That makes sense. I remember absolutely huge data sheets and reference manuals for the IAPX432. So it's very possible that Intel didn't think hard about re-licensing the somewhat janky 0x86 design because they expected it to be a dead end.
Historically speaking, I'm not sure if Intel ever -wanted- to license x86.
The main reason that AMD (and others) manufactured x86 CPUs early on was because IBM had a 'second source' requirement; i.e. there had to be another vendor who could provide the same part.
So an AMD 286 was no different from an Intel 286.
By the time of the 386, IBM had relaxed/dropped the second-source requirement. Thus the Am386 isn't the same design as the i386 (and there was a court battle to try to keep the AMD part out of the market.)
Am386 was reverse engineered design, but microcode was 1:1 Intel copy :). There was no
court battle over this chip. Intel was forced into arbitration due to second source agreements, and lost.
Court battle was over 287 and later Am486. AMD announced clean-room design ... and gave their clean room engineers 386 microcode copy :]
Possibly the fact that the 432 was so slow and the momentum was with the 8086 and successors following the success of the IBM PC.
RISC, which in some senses is the polar opposite of the approach taken with the 432, also started to generate a lot of interest at about the same time.
There is an excellent paper by Robert Colwell exploring why the 432 was slow and how it could have been speeded up:
> Every time I hear about abandoned "improved" tech like this, I always wonder why the idea was shelved. The link kinda handwaves it away. Any good resources on why the idea didn't take off?
My guess it is it was something like the "AI Winter:" a hyped idea fails in in a high-profile way, so it gets shunned for some period of time because people are afraid of failing again in a similar way. It seems like some of the features of that processor lead it to be a nonstarter for practical reasons:
> According to the New York Times, "the i432 ran 5 to 10 times more slowly than its competitor, the Motorola 68000".
Back then, personal computers didn't have much performance to spare.
IIRC, Intel has had several high-profile failures when radically new non-x86 CPU architectures. Only backwards-compatible conservative evolutions of the x86 seem to get traction.
It probably didn't help performance. But there's some good news: ARM has added pretty much the same thing, called MTE (Memory Tagging Extension) [1], which uses the upper 4 bits of memory addresses as a region identifier.

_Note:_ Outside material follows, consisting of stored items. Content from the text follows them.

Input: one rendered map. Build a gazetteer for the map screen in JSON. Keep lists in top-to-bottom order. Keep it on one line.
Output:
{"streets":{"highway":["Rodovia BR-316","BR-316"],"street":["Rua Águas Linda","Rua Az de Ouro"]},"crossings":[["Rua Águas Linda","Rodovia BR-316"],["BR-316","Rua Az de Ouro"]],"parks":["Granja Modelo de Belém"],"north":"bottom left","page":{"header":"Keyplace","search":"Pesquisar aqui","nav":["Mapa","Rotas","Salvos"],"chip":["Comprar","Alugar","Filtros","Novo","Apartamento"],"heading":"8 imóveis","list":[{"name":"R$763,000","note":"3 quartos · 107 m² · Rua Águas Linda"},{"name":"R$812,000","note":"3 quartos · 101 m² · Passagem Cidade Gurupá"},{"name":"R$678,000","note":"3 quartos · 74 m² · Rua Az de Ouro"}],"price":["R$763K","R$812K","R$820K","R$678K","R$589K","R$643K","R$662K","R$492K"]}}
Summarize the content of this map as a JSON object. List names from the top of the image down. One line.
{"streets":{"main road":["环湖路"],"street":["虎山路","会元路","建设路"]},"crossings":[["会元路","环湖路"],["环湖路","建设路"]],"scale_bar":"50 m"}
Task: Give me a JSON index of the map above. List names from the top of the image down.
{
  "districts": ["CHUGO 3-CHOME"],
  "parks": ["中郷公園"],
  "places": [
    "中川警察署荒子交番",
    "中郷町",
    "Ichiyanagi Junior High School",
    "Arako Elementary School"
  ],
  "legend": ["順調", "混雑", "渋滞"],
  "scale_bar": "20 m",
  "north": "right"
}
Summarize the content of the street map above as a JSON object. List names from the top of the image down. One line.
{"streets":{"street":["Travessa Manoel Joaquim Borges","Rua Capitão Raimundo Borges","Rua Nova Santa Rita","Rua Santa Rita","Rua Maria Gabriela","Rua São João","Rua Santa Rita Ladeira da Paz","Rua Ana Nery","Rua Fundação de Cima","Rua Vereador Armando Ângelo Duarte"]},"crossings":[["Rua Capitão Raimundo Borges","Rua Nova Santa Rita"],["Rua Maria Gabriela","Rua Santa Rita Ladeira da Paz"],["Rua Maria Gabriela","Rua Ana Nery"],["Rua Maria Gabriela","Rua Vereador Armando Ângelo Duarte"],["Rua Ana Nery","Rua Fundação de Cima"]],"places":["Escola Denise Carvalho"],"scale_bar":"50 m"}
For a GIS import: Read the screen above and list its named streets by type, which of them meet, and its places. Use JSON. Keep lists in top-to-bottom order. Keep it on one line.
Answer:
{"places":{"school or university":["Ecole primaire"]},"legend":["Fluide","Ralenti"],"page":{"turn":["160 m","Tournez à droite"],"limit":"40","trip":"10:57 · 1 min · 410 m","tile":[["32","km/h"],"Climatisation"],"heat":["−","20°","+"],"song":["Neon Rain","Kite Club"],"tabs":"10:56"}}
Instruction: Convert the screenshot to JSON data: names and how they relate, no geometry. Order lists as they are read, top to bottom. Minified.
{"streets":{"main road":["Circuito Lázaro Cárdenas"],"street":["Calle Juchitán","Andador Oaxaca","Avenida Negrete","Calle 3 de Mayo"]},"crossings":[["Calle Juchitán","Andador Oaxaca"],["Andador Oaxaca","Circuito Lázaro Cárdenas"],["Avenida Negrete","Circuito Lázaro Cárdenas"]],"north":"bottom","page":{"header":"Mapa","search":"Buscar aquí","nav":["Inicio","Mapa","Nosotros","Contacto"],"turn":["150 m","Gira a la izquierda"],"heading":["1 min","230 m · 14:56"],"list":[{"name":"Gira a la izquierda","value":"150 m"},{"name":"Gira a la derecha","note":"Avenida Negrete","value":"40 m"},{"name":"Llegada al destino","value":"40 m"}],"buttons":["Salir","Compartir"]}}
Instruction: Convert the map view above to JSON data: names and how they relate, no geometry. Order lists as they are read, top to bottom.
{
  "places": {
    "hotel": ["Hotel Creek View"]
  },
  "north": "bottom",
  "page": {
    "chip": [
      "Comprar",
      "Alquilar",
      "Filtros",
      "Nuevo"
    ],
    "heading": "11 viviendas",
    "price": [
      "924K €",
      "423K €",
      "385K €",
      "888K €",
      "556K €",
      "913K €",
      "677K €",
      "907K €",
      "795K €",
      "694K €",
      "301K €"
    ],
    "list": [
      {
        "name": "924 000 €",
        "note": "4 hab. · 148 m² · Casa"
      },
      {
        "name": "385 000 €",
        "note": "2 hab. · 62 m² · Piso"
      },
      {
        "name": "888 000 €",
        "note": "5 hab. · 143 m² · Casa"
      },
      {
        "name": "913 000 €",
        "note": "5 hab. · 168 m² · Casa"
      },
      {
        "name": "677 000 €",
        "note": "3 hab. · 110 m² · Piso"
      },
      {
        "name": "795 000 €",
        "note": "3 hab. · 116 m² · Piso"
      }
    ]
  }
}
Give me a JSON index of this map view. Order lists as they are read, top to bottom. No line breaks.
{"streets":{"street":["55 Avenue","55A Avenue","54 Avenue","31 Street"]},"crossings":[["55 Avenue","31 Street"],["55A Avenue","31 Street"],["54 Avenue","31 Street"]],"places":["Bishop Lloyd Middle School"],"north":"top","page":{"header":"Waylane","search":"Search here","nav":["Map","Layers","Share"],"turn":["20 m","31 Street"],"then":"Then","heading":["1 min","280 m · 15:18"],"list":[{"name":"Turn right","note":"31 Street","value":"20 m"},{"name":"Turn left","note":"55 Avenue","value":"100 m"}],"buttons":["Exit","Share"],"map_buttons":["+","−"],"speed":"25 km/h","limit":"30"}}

My theory is evolution. The "more advanced" idea has higher up-front costs so the cheaper, worse idea gets used, iterated upon until it's so polished that it's better than the infant stages of the better idea (the better idea has the potential to be even more polished with investment, but never will be) so everybody uses it and now we're stuck with it...
Usually it's one or more of several common factors: cost to make, cost to buy, cost to integrate, slower/inefficient performance, loss of compatibility, some unintended design defect, poor or over-ambitious marketing, or some assumption that compatible/optimized/"unobtanium"/Carnot-efficient software will solve Issue X for us. See Itanium, DEC Alpha, Transmeta, Consumer Power/PowerPC, OS/2, Commodore, PCjr, ETX motherboard standard, Java Processors, etc.
I used the CONV-86 8080 to 8086 converter tool mentioned in the article on a project back in 1983. It really worked quite well, with hardly any fixup required on a fairly large (at that time) code base.
I remember thinking that the 8088 (in the IBM PC) was a speed demon compared to the 8080 (in the CP/M system I was converting from).
CONV-86 came on 8" floppy disk for the ISIS-II operating system on Intel MDS development boxes. Even if you found a copy, you'd need an MDS-80 to run it on.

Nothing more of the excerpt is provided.